Returns Net::Amazon::IAM::AccessKey object on success or Net::Amazon::IAM::Error on fail.
delete_access_key(%params)
Deletes the access key associated with the specified user.
If you do not specify a user name, IAM determines the user name implicitly based on the AWS access key ID signing the request. Because this action works for access keys under the AWS account, you can use this action to manage root credentials even if the AWS account has no associated users.
- AccessKeyId (required)
-
The access key ID for the access key ID and secret access key you want to delete.
- UserName (optional)
-
The name of the user whose key you want to delete.
Returns true on success or Net::Amazon::IAM::Error on fail.
list_access_keys(%params)
Returns information about the access key IDs associated with the specified user. If the UserName field is not specified, the UserName is determined implicitly based on the AWS access key ID used to sign the request. Because this action works for access keys under the AWS account, you can use this action to manage root credentials even if the AWS account has no associated users.
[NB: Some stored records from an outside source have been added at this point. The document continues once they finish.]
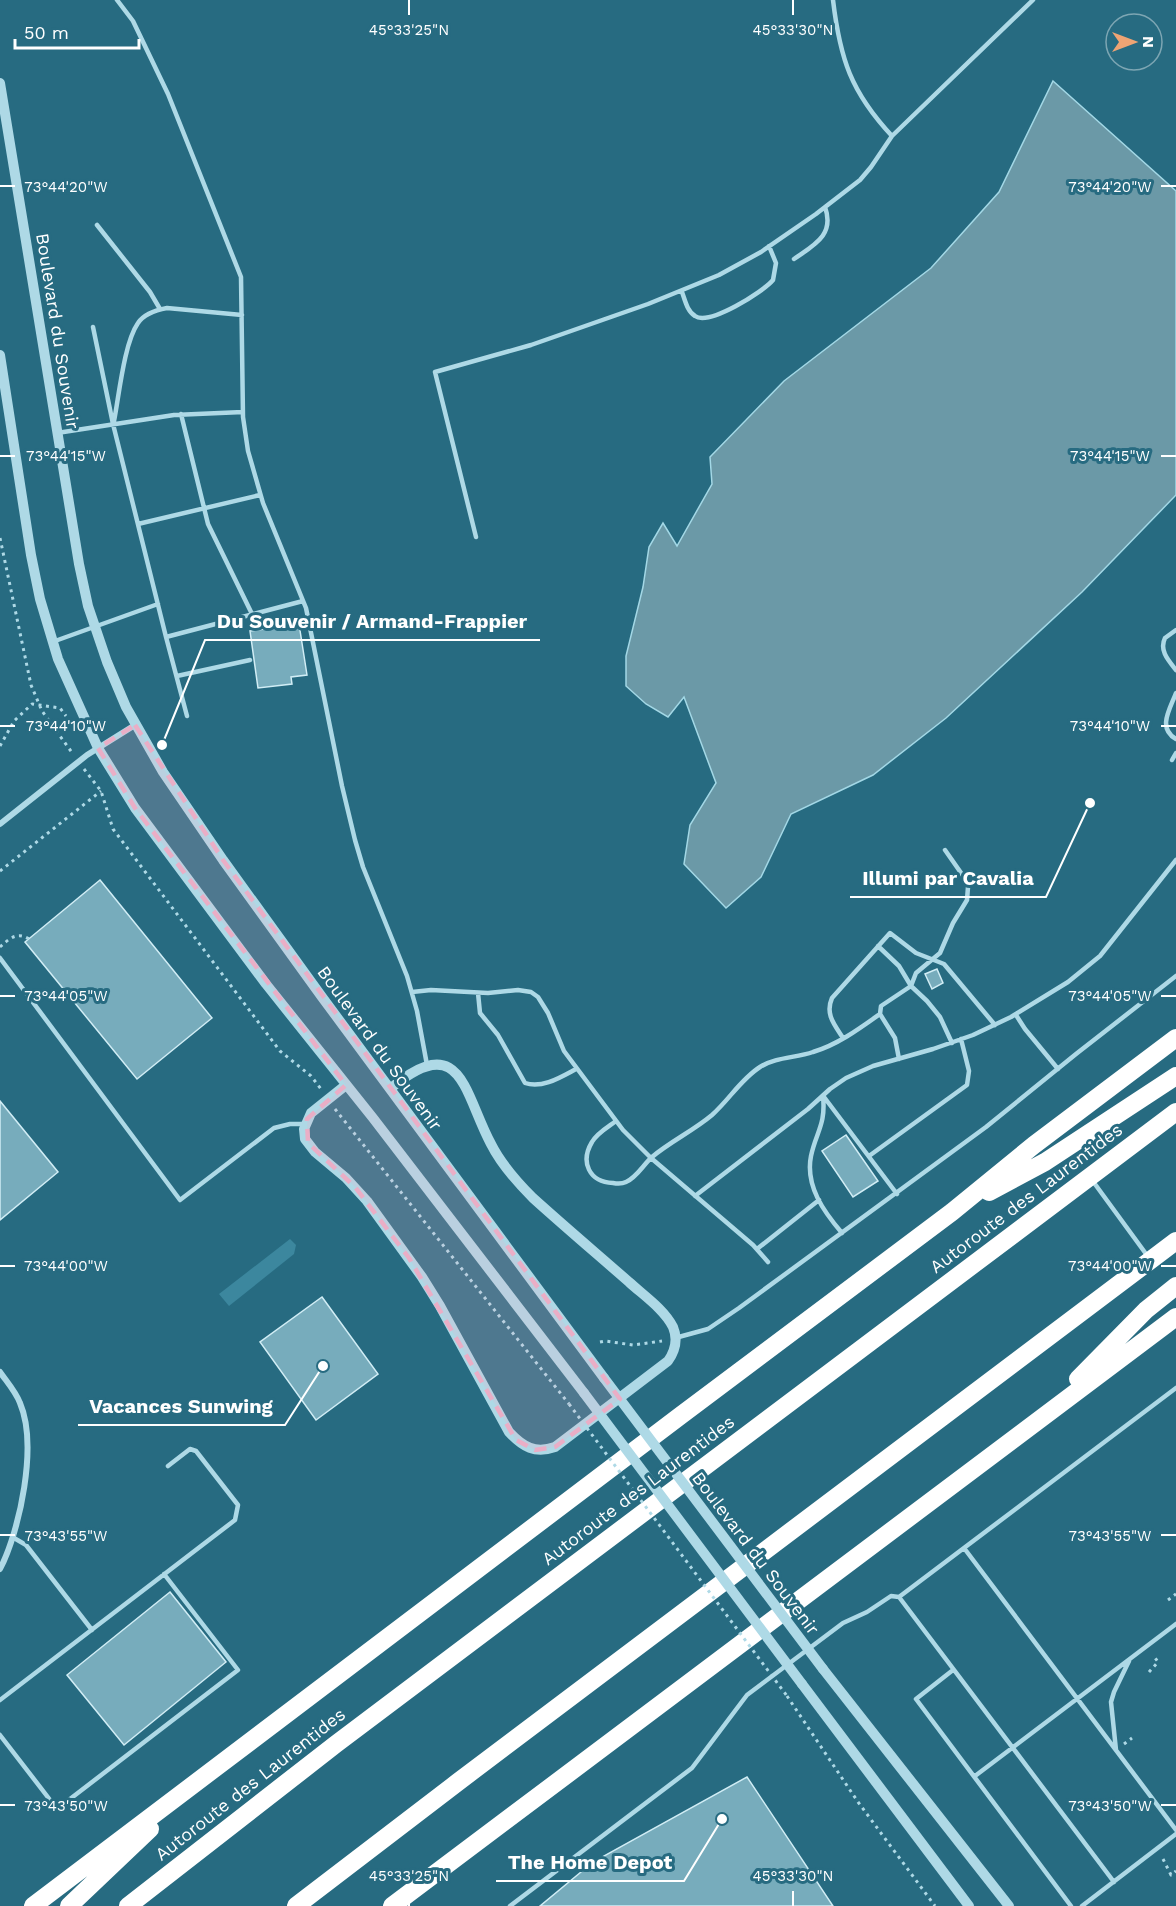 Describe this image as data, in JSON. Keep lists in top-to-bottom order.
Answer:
{
  "streets": {
    "highway": ["Autoroute des Laurentides"],
    "street": ["Boulevard du Souvenir"]
  },
  "places": [
    "Du Souvenir / Armand-Frappier",
    "Illumi par Cavalia",
    "Vacances Sunwing",
    "The Home Depot"
  ],
  "scale_bar": "50 m",
  "north": "right",
  "coordinates": [
    "45°33'25\"N",
    "45°33'30\"N",
    "73°44'20\"W",
    "73°44'15\"W",
    "73°44'10\"W",
    "73°44'05\"W",
    "73°44'00\"W",
    "73°43'55\"W",
    "73°43'50\"W"
  ]
} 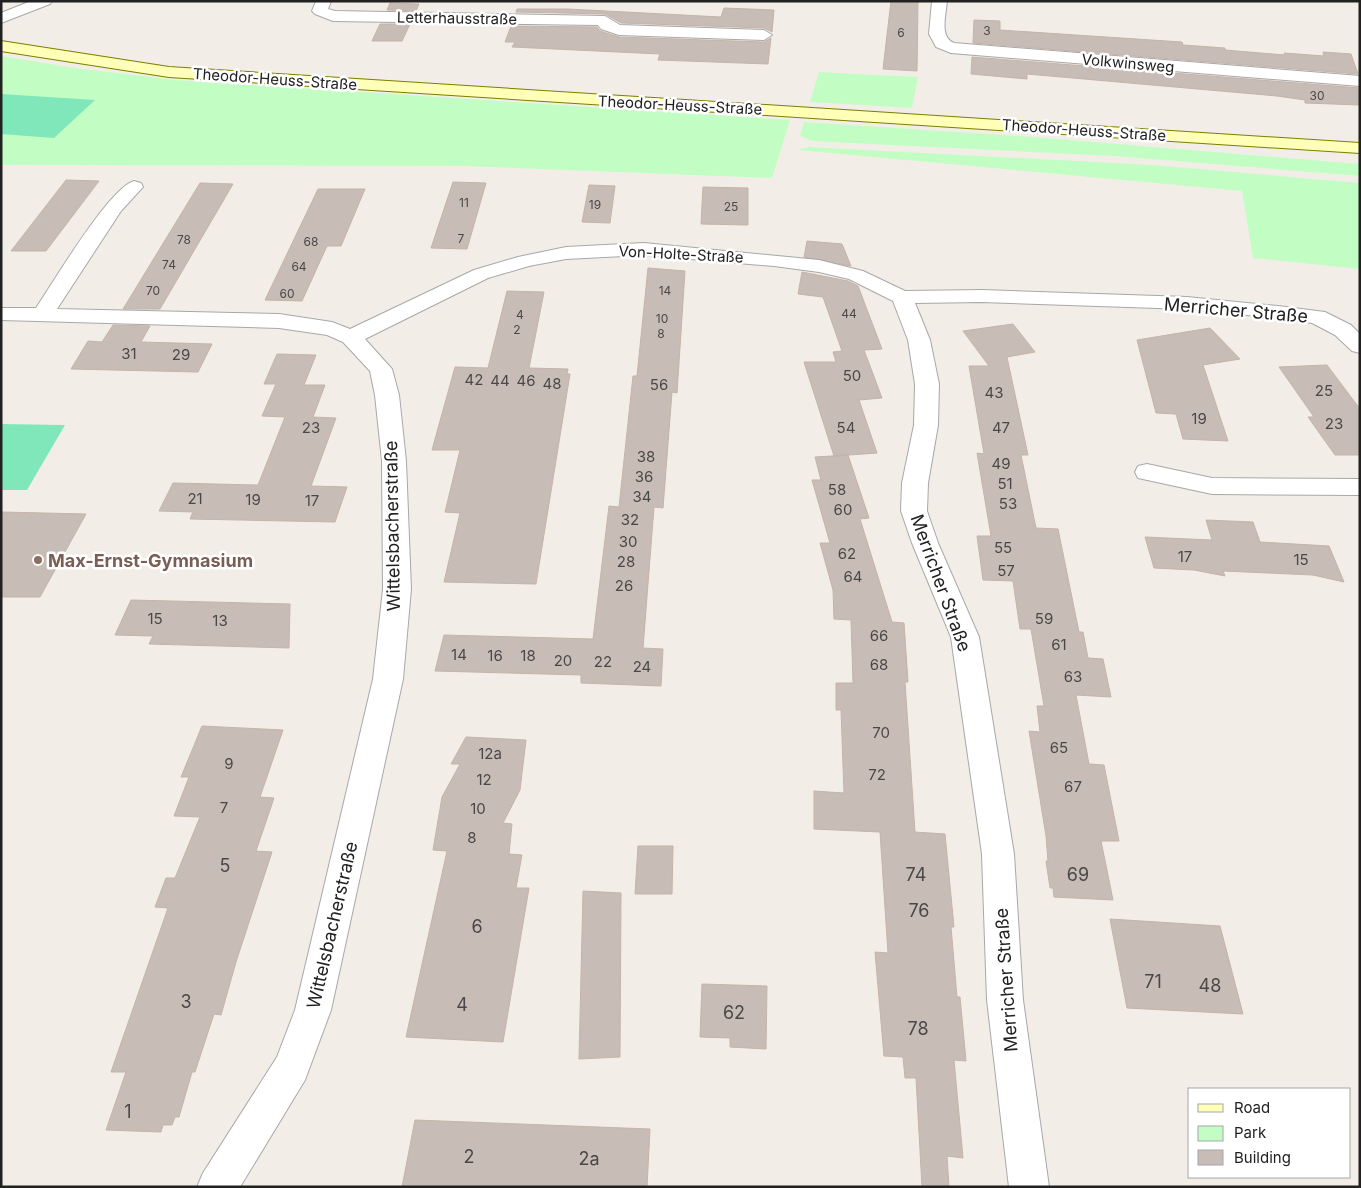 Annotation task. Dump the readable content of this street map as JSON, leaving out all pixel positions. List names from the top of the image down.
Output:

Returns Net::Amazon::IAM::AccessKeysList on success. If specified user has no keys, "Keys" attribute of Net::Amazon::IAM::AccessKeysList object will be just empty array. Returns Net::Amazon::IAM::Error on fail.
AUTHOR
Igor Tsigankov <tsiganenok@gmail.com>
COPYRIGHT
Copyright (c) 2015 Igor Tsigankov.
This program is free software; you can redistribute it and/or modify it under the same terms as Perl itself.